(December 6, 2021 / JNS) A new artificial-intelligence technology developed at Tel Aviv University will make it possible to identify patients at risk of serious illness as a result of blood infections.
Researchers trained the AI program to study the electronic medical records of about 8,000 patients at Tel Aviv’s Ichilov Hospital who were found to be positive for blood infections. After studying each patient’s data and medical history, the program was able to identify patients’ risk factors with an accuracy of 82 percent.
The model could serve as an early-warning system for doctors, say the researchers, enabling them to rank patients based on their risk of serious disease.
Behind the breakthrough are students Yazeed Zoabi and Dan Lahav from Professor Noam Shomron’s laboratory at Tel Aviv University’s Sackler Faculty of Medicine, in collaboration with Dr. Ahuva Weiss Meilik, head of the I-Medata AI Center at Ichilov Hospital; Professor Amos Adler; and Dr. Orli Kehat.
The results of the study were published in Scientific Reports.
Blood infections are one of the leading causes of morbidity and mortality in the world, according to the researchers; thus, the importance of identifying risk factors for developing serious illness at an early stage of infection.
Usually, the blood system is sterile; however, infection with a bacterium or fungus can occur during surgery or as the result of complications from other infections, such as pneumonia or meningitis. The diagnosis of infection is made by taking a blood culture and transferring it to a growth medium for bacteria and fungi. The body’s immunological response to the infection can cause sepsis or shock—dangerous conditions that have high mortality rates.
“We worked with the medical files of about 8,000 Ichilov Hospital patients who were found to be positive for blood infections between the years 2014 and 2020, during their hospitalization and up to 30 days after, whether the patient died or not,” explains Shomron. “We entered the medical files into software based on artificial intelligence to see if the AI would identify patterns of information in the files that would allow us to automatically predict which patients would develop serious illness, or even death, as a result of the infection.”
To the researchers’ satisfaction, the AI algorithm achieved a high accuracy level in predicting the course of the disease, even ignoring obvious factors such as the age of the patients and the number of hospitalizations they had endured.
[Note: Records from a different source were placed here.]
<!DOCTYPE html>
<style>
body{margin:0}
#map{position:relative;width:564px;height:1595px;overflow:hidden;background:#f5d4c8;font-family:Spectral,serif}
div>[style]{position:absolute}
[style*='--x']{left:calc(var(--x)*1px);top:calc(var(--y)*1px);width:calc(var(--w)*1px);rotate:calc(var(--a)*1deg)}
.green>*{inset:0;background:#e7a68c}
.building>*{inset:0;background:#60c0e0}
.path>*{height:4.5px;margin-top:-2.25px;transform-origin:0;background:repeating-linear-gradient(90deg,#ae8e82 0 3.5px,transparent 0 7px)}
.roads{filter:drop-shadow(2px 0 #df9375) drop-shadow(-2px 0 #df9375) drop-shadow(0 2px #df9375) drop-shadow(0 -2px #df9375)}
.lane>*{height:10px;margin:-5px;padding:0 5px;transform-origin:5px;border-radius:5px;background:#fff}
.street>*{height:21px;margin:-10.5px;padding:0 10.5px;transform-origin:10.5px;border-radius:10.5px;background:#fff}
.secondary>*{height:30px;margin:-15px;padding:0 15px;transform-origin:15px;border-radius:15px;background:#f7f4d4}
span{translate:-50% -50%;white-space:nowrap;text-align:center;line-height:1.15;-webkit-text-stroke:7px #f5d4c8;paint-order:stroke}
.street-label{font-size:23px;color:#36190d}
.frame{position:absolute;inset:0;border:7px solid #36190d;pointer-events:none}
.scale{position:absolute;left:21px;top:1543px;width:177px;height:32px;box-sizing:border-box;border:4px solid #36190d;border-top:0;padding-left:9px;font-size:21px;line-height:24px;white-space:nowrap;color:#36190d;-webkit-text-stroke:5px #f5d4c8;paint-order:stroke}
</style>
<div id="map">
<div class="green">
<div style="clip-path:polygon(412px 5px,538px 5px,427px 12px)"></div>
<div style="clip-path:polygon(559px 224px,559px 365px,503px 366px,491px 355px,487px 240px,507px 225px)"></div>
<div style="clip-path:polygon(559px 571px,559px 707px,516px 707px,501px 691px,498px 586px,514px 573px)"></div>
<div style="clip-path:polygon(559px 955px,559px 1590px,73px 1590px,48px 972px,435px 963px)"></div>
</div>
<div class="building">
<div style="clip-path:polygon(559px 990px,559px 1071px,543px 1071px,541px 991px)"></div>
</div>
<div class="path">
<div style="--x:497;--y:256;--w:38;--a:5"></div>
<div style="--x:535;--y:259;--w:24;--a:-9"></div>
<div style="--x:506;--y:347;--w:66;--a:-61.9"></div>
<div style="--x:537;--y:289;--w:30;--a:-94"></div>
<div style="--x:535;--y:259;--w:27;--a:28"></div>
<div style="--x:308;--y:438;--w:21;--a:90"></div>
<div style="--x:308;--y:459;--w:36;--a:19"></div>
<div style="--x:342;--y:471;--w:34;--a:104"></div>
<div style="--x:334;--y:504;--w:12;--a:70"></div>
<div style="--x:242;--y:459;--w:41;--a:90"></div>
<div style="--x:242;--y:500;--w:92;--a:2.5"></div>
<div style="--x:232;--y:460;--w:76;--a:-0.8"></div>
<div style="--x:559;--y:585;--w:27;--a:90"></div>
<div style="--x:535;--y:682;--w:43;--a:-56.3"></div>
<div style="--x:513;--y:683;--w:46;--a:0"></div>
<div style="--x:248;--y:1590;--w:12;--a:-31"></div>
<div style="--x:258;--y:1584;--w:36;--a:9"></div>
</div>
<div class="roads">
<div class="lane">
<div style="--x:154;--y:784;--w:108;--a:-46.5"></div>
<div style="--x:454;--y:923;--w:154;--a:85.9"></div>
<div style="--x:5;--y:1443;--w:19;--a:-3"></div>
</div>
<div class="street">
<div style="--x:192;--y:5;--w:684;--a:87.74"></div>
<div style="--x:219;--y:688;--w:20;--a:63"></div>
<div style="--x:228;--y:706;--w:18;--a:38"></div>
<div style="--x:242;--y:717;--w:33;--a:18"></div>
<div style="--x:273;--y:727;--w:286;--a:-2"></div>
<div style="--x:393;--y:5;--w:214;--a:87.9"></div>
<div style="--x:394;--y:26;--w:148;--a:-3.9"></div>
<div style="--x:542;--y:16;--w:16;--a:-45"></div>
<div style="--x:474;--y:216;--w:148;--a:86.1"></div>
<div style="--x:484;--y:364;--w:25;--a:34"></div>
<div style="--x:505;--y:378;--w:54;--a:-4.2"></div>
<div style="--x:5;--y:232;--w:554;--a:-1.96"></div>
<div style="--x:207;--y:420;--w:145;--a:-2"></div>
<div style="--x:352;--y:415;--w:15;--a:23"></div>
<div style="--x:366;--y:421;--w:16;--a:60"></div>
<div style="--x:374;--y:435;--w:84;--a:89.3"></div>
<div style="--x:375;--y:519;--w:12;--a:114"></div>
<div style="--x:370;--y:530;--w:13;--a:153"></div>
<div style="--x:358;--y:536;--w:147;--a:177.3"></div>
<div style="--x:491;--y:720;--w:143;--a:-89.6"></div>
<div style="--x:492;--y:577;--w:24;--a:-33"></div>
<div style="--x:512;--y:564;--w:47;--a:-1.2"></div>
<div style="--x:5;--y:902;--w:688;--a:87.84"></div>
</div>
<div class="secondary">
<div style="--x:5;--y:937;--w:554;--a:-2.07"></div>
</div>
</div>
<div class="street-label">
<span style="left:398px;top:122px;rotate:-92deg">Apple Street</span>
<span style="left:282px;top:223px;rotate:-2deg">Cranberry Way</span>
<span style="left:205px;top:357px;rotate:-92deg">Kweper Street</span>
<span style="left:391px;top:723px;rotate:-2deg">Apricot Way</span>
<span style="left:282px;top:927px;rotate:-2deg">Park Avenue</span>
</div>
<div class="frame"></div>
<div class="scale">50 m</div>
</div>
After the researchers entered the patient’s data, the algorithm knew how to predict the course of the disease, which suggests that in the future, it will be possible to predict the rank of patients in terms of the danger posed to their health.
“The algorithm was able to find patterns that surprised us, parameters in the blood that we hadn’t even thought about taking into account,” says Shomron. “We are now working with medical staff to understand how this information can be used to rank patients in terms of the severity of the infection. We can use the software to help doctors detect the patients who are at maximum risk.”
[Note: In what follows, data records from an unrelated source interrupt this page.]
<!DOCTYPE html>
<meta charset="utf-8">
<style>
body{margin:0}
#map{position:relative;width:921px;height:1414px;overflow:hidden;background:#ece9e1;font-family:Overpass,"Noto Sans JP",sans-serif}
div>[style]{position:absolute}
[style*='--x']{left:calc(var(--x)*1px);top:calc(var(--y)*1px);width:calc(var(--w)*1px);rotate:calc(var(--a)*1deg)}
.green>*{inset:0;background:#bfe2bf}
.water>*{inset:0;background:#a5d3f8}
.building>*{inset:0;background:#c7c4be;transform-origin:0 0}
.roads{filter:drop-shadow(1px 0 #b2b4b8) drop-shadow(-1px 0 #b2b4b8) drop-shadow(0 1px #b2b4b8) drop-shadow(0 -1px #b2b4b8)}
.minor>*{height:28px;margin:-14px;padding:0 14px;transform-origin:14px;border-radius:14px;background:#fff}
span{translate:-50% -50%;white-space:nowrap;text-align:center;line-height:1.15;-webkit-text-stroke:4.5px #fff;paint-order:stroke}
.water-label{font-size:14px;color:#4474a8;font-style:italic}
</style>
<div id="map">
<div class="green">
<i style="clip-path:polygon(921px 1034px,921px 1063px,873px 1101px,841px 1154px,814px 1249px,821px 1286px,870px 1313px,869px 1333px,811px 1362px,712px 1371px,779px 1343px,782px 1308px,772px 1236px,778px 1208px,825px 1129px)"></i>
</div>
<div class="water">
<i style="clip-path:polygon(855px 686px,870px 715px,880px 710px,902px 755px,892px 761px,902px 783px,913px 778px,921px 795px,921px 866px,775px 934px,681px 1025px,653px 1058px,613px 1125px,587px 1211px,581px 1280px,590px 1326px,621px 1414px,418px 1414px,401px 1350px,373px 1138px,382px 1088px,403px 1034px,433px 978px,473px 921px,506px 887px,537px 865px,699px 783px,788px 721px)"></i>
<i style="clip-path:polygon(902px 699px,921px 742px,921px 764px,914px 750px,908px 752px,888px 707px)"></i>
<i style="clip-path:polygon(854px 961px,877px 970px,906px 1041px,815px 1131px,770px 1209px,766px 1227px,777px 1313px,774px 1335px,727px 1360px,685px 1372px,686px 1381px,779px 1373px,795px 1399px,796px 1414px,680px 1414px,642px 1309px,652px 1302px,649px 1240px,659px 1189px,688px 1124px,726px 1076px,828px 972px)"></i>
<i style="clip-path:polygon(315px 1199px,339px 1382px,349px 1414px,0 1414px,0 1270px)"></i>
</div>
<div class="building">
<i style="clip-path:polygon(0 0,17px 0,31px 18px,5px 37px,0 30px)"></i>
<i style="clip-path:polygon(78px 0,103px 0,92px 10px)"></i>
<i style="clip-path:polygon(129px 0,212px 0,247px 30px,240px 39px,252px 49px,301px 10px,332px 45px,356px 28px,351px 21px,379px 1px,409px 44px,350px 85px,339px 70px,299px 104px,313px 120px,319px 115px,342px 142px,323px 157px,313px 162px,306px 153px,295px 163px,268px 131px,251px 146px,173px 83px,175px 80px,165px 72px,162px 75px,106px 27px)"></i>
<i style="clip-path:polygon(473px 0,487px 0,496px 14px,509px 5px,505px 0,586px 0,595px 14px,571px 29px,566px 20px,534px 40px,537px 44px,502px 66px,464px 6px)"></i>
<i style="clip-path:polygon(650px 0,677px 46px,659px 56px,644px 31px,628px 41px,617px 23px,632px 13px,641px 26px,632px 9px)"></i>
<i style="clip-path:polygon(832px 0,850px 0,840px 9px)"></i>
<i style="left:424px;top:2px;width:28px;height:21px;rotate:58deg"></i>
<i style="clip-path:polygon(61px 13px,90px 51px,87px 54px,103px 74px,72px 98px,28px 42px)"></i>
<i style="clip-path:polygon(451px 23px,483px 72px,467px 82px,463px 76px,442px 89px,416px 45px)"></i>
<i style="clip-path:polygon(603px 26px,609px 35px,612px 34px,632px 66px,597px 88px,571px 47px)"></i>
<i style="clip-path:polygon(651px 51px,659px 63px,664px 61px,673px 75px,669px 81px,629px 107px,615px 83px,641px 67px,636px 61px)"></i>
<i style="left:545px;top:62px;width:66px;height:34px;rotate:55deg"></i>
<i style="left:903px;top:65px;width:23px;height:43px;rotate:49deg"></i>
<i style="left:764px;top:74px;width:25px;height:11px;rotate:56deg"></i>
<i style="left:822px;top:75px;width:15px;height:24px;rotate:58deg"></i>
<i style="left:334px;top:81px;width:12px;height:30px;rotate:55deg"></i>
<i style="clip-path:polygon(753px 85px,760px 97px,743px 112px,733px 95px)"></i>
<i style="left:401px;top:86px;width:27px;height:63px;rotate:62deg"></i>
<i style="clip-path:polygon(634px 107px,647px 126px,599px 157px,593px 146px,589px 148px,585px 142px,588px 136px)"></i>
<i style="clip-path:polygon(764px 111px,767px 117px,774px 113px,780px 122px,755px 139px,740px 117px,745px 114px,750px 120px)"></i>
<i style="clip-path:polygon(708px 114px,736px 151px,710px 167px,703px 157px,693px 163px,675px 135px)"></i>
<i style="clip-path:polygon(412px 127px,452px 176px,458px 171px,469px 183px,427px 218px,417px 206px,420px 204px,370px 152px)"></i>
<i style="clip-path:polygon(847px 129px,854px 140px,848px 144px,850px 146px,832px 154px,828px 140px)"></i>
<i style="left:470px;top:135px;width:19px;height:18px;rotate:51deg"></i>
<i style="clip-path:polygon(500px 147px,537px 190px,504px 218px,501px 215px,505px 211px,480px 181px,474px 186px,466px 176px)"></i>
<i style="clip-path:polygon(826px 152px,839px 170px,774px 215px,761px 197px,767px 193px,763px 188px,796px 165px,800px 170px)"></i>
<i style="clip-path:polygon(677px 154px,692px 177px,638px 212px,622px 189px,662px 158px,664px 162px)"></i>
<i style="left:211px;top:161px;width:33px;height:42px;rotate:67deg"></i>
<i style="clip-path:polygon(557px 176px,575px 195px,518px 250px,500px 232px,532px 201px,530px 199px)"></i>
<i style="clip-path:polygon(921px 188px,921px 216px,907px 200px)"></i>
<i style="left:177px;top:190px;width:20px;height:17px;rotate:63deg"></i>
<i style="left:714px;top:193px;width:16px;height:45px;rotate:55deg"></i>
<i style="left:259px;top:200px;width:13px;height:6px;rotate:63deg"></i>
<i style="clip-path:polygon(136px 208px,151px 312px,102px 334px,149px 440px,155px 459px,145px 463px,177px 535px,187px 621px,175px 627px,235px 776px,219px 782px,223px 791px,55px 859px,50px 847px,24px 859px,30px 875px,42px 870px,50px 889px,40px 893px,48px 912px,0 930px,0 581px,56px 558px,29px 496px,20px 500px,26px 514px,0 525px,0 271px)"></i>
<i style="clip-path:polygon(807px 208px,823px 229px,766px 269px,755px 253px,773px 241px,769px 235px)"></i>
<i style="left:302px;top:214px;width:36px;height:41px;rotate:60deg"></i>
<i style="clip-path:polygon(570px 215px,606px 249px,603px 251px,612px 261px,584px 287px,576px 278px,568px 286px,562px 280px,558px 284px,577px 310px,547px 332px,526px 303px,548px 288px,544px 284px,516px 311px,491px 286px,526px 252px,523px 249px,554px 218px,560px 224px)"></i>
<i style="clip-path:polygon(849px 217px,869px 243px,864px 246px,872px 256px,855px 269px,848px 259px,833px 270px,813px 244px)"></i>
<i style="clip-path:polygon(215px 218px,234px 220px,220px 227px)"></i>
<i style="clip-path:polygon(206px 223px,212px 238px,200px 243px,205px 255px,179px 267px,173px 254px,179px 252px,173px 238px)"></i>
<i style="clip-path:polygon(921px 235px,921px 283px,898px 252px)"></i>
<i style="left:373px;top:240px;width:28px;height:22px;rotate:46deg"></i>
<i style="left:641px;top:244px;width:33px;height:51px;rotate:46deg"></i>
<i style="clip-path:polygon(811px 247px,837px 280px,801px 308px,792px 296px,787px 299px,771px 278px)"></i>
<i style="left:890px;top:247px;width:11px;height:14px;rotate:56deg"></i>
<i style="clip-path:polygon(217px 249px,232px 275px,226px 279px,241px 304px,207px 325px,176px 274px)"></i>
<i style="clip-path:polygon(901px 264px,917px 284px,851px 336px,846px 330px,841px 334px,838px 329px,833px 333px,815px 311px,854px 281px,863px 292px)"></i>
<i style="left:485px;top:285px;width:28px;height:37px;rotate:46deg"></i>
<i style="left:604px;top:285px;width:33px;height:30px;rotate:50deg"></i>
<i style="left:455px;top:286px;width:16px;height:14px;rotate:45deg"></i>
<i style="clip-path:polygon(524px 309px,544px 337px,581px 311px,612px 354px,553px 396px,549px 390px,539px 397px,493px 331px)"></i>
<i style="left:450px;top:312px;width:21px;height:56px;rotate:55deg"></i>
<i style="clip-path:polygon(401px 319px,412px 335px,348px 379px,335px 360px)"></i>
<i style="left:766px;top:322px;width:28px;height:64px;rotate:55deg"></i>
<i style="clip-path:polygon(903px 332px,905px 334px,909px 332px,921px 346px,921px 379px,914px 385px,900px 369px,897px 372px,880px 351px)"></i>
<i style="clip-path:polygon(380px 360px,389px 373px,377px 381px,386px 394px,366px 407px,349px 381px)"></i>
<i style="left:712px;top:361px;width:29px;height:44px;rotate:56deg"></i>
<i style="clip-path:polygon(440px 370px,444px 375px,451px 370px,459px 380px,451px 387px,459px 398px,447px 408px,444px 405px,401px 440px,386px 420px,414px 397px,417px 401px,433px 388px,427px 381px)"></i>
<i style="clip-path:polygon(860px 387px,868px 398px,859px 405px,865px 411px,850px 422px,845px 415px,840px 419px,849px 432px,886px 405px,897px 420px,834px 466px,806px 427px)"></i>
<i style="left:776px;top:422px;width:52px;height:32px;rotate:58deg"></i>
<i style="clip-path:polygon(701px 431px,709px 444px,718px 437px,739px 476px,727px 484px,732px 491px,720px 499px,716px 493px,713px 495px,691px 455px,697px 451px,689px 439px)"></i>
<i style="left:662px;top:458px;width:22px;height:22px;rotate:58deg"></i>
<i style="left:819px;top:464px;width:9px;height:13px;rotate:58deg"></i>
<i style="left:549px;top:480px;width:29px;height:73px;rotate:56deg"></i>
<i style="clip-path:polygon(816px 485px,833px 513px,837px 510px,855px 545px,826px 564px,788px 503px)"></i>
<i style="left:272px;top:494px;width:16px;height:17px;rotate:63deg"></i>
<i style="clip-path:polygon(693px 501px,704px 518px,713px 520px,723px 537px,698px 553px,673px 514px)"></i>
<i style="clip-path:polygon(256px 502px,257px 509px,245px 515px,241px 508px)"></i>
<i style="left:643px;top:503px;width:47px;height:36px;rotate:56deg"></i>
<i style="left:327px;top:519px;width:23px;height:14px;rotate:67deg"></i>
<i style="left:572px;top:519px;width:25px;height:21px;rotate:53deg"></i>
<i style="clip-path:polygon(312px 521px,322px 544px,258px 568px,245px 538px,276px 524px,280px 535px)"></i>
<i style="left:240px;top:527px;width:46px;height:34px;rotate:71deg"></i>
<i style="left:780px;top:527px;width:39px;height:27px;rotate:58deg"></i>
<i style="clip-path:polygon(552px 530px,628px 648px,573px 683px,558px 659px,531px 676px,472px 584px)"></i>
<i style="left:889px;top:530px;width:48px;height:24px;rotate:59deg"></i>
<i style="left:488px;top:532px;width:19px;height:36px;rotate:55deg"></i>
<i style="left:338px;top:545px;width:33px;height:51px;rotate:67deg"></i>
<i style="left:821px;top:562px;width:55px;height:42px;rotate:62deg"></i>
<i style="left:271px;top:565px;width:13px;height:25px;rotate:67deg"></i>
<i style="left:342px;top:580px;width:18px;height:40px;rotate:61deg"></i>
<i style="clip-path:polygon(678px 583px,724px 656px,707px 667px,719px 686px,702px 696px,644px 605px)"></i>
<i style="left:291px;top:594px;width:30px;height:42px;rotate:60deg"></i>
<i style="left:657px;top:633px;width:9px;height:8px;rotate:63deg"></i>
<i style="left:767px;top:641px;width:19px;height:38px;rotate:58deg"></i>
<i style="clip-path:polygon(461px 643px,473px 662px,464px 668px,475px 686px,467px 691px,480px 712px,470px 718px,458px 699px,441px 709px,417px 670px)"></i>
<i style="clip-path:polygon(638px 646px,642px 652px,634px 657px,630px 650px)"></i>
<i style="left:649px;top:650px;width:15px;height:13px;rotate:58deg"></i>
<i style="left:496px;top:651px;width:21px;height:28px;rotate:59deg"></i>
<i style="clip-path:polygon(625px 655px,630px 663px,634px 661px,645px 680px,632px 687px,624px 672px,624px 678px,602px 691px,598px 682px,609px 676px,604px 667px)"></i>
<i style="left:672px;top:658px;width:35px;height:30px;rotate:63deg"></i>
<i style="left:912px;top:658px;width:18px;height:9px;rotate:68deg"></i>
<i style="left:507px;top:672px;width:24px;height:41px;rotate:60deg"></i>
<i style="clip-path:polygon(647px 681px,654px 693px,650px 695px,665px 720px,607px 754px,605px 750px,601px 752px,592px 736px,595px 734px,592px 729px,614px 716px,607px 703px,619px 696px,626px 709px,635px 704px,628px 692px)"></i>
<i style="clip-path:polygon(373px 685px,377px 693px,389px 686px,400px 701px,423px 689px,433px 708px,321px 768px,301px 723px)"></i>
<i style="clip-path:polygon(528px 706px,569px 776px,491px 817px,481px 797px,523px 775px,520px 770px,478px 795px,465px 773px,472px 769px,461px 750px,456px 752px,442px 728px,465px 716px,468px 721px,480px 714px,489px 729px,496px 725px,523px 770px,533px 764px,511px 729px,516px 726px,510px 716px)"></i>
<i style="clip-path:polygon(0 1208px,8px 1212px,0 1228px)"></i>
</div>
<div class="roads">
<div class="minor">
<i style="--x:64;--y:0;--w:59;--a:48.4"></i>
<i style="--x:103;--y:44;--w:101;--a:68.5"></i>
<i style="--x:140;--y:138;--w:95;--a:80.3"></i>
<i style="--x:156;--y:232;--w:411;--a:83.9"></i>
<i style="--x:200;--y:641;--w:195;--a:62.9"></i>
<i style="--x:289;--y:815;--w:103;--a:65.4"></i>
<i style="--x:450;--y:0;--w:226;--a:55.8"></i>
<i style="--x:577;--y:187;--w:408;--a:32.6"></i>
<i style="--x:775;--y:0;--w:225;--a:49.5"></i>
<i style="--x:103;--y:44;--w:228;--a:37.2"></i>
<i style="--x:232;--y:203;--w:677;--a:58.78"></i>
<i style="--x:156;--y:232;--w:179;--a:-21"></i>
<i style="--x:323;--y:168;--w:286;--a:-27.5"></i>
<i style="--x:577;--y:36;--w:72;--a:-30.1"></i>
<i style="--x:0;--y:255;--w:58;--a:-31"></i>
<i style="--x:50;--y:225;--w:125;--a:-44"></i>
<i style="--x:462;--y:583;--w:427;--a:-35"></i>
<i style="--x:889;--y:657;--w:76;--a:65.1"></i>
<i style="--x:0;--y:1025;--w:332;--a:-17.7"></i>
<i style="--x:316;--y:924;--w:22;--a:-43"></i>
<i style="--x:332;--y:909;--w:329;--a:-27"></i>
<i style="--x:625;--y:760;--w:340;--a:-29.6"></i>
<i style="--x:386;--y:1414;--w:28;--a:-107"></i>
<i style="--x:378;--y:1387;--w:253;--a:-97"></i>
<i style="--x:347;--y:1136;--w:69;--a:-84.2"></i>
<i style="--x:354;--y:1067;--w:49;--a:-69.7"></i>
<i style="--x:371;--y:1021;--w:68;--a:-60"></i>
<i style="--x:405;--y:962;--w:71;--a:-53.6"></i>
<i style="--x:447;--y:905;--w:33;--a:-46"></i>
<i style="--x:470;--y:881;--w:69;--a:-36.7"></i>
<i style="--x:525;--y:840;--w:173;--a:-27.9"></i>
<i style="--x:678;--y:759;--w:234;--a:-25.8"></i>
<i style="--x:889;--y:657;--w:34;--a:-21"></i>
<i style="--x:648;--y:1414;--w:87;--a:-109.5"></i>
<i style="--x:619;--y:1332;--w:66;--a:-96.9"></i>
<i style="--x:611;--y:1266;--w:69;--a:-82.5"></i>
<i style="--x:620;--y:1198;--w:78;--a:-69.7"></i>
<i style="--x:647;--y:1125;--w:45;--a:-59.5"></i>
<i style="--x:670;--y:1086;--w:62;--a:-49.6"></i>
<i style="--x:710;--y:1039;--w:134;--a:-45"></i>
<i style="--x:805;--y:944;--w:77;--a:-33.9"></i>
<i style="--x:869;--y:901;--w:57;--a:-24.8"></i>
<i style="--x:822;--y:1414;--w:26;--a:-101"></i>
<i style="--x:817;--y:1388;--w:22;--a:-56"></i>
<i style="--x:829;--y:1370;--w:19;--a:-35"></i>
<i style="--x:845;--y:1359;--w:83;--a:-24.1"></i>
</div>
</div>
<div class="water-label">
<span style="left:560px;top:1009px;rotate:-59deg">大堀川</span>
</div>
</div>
Ramot, the technology transfer company of Tel Aviv University, is working to register a global patent for the technology.
“Ramot believes in this innovative technology’s ability to bring about a significant change in the early identification of patients at risk, as well as help hospitals reduce costs,” says CEO Keren Primor Cohen. “This is an example of effective cooperation between the university’s researchers and hospitals, which improves the quality of medical care in Israel and around the world.”